Question

Water ionizes by the equationH2O(l)⇌H+(aq)+OH−(aq)The extent of the reaction is small in pure water and dilute aqueous solutions. This reaction creates the following relationship between [H+] and [OH−]:Kw=[H+][OH−]Keep in mind that, like all equilibrium constants, the value of Kw changes with temperature.a. What is the H+ concentration for an aqueous solution with pOH = 3.51 at 25°C? Express your answer to two significant figures and include the appropriate units.b. At a certain temperature, the pH of a neutral solution is 7.56. What is the value of Kw at that temperature?Express your answer numerically using two significant figures.

Answer 1

Explanation:

$H_2O(l)\rightleftharpoons H^+(aq)+OH^-(aq)$

The value of $K_w$ :

$K_w=[H^+][OH^-]$

a. pOH = 3.51

The sum of pH and pOH is equal to 14.

pH + pOH = 14 (at 25°C)

pH = 14 - 3.51 = 10.49

The pH of the solution is defined as negative logarithm of hydrogen ion concentration in solution.

$pH=-\log[H^+]$

$10.49=-\log[H^+]$

$[H^+]=3.2\times 10^{-11}$

$3.2\times 10^{-11} M$is the $H^+$ concentration for an aqueous solution with pOH = 3.51 at 25°C.

b.

At a certain temperature, the pH of a neutral solution is 7.56.

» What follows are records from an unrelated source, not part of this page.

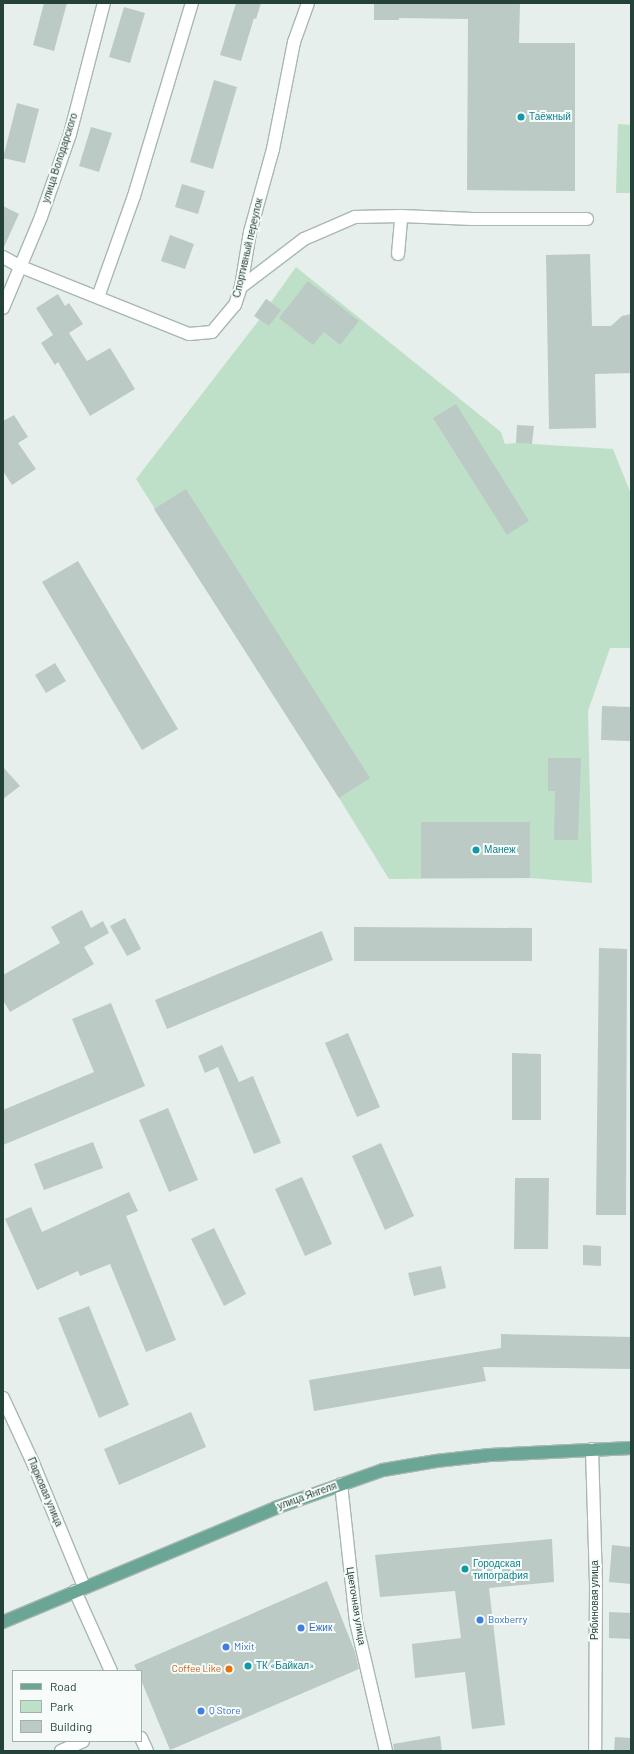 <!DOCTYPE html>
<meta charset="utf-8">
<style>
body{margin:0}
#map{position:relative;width:634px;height:1754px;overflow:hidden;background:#e6efeb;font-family:Barlow,sans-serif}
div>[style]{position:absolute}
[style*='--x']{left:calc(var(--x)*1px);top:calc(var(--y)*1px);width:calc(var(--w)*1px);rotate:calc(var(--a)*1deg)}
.green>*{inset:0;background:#bfe0c8}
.building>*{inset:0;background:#bbcac4}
.roads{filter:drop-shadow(1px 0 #a8b8b2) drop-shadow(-1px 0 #a8b8b2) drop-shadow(0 1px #a8b8b2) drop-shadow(0 -1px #a8b8b2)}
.minor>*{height:12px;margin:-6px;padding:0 6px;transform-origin:6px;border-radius:6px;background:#fff}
.major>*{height:12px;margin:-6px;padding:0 6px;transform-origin:6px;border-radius:6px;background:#6aa596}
.dots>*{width:11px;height:11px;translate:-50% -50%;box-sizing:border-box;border:2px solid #f7fbf9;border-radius:50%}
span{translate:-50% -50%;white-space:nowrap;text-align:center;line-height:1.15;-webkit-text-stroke:4px #f7fbf9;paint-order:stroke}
.culture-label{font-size:10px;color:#0d838f}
.left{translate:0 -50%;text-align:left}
.street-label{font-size:10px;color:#24423a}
.shop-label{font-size:10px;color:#366cbe}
.food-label{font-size:10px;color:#c56008}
.right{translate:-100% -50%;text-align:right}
.frame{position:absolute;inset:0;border:4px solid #24423a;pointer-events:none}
.legend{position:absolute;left:12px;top:1670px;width:130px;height:72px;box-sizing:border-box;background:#f7fbf9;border:1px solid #a3b1ad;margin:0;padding:5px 7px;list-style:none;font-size:12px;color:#24423a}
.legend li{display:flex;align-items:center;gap:8px;height:20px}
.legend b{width:20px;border:1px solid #a3b1ad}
</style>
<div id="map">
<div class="green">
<div style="clip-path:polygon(618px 124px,631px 125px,631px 193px,616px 193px)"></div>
<div style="clip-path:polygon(296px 267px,501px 432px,505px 444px,516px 443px,613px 449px,631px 494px,631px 648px,610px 648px,588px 711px,592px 883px,530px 878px,389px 879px,339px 798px,136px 479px,259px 320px,266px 299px,271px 302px)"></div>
</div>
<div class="building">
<div style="clip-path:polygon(44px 3px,67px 3px,54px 51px,33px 45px)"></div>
<div style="clip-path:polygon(236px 3px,261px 3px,256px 19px,254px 18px,241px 61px,220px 55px)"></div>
<div style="clip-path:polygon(374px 3px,520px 3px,519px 43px,575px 43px,575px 191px,467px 190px,468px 19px,399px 18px,399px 20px,374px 20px)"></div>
<div style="clip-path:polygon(124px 7px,145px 13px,130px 63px,109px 57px)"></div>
<div style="clip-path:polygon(214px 80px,237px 87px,213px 169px,190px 162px)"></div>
<div style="clip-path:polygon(17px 103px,39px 109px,25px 163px,3px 158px)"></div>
<div style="clip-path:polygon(91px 127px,112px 133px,99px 172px,79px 166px)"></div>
<div style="clip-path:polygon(182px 184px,205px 191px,198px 214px,175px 207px)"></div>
<div style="clip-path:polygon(3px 206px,19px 214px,3px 249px)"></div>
<div style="clip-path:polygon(170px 235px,194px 244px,185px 269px,161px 261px)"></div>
<div style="clip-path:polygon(590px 254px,592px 326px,611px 326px,622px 316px,631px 314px,631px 373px,595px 374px,596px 428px,549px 429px,546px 255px)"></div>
<div style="clip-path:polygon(308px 281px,359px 321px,340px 345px,324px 332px,313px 345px,279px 318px)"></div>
<div style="clip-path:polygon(58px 294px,65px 306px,69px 303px,83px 324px,69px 333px,87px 361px,110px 348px,135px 389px,90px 416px,58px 362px,55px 365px,41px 343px,53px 335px,36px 308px)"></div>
<div style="clip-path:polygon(266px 299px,281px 310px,269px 326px,254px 316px)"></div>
<div style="clip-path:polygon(456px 404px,529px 521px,507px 535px,433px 418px)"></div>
<div style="clip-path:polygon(14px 415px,28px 437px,18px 443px,36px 469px,12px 485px,3px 471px,3px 421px)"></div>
<div style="clip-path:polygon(517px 425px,534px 426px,532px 444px,516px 443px)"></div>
<div style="clip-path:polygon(186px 489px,370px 778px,339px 798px,154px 509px)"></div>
<div style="clip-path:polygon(78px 561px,178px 729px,142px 750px,42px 582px)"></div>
<div style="clip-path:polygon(55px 663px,66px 681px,46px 693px,35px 675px)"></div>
<div style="clip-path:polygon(602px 706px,631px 707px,631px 741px,601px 740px)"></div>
<div style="clip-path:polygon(548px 758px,581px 758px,578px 840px,554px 840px,555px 791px,548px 791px)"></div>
<div style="clip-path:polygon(3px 767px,20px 786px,3px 799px)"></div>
<div style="clip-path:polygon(421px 822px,530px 822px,530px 878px,421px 878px)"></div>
<div style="clip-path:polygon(82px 910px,91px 928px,103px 921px,109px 933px,84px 947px,94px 964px,10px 1012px,3px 1000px,3px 975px,60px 943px,51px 927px)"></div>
<div style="clip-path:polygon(125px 918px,141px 949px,127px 956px,110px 926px)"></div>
<div style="clip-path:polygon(354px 927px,532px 928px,532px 961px,354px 961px)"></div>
<div style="clip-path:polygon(322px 931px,333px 960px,167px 1029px,155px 1000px)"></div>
<div style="clip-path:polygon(599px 948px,627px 949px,626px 1215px,596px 1215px)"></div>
<div style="clip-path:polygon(111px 1003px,145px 1086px,3px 1145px,3px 1110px,94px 1072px,72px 1019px)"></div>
<div style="clip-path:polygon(348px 1033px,380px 1107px,357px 1117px,325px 1043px)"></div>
<div style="clip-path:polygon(222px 1045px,239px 1082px,253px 1076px,281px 1143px,254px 1154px,218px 1067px,205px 1073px,198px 1056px)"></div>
<div style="clip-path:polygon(512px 1053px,541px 1054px,541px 1120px,512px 1120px)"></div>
<div style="clip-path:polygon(168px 1108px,198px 1180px,169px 1192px,139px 1120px)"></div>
<div style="clip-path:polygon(93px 1142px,103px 1168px,44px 1190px,34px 1164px)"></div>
<div style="clip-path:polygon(381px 1143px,414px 1216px,385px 1230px,352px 1156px)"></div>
<div style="clip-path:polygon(302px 1177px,332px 1244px,305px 1256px,275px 1189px)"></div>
<div style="clip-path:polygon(515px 1178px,549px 1178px,548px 1249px,514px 1249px)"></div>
<div style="clip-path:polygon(129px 1192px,138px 1211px,126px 1216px,176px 1340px,146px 1352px,110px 1264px,80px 1276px,78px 1271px,37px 1290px,5px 1219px,31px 1207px,42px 1232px)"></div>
<div style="clip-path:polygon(214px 1228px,246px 1294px,224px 1306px,191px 1239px)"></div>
<div style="clip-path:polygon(583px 1245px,601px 1246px,601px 1266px,583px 1265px)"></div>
<div style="clip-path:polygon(441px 1266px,446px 1288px,414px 1296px,408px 1273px)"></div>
<div style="clip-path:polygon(89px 1306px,129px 1405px,99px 1418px,58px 1318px)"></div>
<div style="clip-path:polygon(501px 1334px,631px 1337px,631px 1369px,483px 1367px,486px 1381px,314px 1411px,309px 1380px,501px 1348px)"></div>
<div style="clip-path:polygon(191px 1412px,206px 1447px,119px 1485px,104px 1449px)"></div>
<div style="clip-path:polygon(552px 1539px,554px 1582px,489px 1588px,505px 1725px,472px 1729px,465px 1672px,415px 1678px,412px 1644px,461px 1638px,455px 1591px,380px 1597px,375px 1555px)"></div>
<div style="clip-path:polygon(612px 1545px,631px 1547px,631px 1584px,609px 1582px)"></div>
<div style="clip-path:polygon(327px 1581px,355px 1652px,359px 1669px,170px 1750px,141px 1680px,141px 1671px,137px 1671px,134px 1665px)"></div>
<div style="clip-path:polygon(609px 1612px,631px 1613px,631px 1639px,609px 1638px)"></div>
<div style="clip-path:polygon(440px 1736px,442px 1751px,394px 1751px,393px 1744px)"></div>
<div style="clip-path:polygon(615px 1737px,631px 1738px,631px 1751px,614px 1751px)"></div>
</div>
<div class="roads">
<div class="minor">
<div style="--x:398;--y:254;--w:38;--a:-85"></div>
<div style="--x:3;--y:257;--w:18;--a:29"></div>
<div style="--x:19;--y:266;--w:183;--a:21.8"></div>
<div style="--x:189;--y:334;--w:23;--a:-5"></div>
<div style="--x:212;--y:332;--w:35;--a:-50"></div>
<div style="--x:235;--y:305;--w:19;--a:-72"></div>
<div style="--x:241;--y:287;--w:56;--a:-80.7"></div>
<div style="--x:250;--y:232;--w:86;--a:-74.5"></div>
<div style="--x:273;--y:149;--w:109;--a:-78.9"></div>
<div style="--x:294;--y:42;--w:41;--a:-70.3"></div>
<div style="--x:241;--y:287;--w:79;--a:-37.3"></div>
<div style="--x:304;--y:239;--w:56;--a:-23.3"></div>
<div style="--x:355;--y:217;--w:46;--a:-1.2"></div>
<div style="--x:401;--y:216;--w:72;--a:2.4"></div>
<div style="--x:473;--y:219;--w:114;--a:0"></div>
<div style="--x:98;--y:297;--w:107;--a:-70.4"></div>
<div style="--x:134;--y:196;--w:202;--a:-73.3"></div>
<div style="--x:3;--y:308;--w:99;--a:-67.3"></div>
<div style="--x:41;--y:217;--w:88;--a:-70.7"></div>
<div style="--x:70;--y:134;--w:135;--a:-75.5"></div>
<div style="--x:3;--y:1398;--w:72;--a:65.2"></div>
<div style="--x:33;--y:1463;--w:134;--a:67.6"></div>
<div style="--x:592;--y:1449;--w:137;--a:88.3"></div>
<div style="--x:596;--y:1586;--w:165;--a:90.3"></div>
<div style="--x:341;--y:1484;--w:139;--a:83.8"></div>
<div style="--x:356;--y:1622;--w:132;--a:76.9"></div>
<div style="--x:75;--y:1591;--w:88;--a:65.8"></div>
<div style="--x:141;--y:1738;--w:14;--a:65"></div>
<div style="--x:61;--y:1751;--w:24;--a:-24"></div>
</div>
<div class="major">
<div style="--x:3;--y:1622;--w:295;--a:-22.7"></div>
<div style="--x:275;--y:1508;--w:114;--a:-19.4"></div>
<div style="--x:383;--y:1470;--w:54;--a:-9.6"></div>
<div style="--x:436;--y:1461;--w:54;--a:-6.3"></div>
<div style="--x:490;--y:1455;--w:141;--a:-2.8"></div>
</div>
</div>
<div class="dots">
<div style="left:521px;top:117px;background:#0f9aa8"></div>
<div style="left:476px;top:850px;background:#0f9aa8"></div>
<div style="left:465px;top:1569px;background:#0f9aa8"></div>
<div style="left:480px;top:1620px;background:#3f7fe0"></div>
<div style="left:301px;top:1628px;background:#3f7fe0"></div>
<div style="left:226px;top:1647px;background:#3f7fe0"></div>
<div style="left:248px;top:1666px;background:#0f9aa8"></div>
<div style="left:229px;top:1669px;background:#e8710a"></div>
<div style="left:201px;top:1711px;background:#3f7fe0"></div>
</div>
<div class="culture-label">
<span class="left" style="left:529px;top:117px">Таёжный</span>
<span class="left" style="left:484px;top:850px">Манеж</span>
<span class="left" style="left:473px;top:1569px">Городская<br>типография</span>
<span class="left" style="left:256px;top:1666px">ТК «Байкал»</span>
</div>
<div class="street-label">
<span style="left:60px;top:158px;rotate:-72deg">улица Володарского</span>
<span style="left:248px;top:248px;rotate:-77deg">Спортивный переулок</span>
<span style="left:45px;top:1492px;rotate:67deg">Парковая улица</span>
<span style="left:307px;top:1496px;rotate:-20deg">улица Янгеля</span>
<span style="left:595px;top:1600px;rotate:-90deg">Рябиновая улица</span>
<span style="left:356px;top:1606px;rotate:81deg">Цветочная улица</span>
</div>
<div class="shop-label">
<span class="left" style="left:488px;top:1620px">Boxberry</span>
<span class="left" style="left:309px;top:1628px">Ежик</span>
<span class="left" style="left:234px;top:1647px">Mixit</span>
<span class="left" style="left:209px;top:1711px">Q Store</span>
</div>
<div class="food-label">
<span class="right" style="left:221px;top:1669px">Coffee Like</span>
</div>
<div class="frame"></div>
<ul class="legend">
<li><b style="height:5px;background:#6aa596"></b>Road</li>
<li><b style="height:11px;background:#bfe0c8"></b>Park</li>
<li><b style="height:11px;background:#bbcac4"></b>Building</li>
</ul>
</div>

Neutral solution means that concentration of hydrogen ion and hydroxide ions are equal.

$[H^+]=[OH^-]$

$7.56=-\log[H^+]$

$[H^+]=2.754\times 10^{-8} M$

The value of $K_w$ at at this temperature:

$K_w=[H^+][OH^-]$

$K_w=[H^+][H^+]$

$K_w=(2.754\times 10^{-8})^2=7.6\times 10^{-16}$

The value of $K_w$ at at this temperature is $7.6\times 10^{-16}$.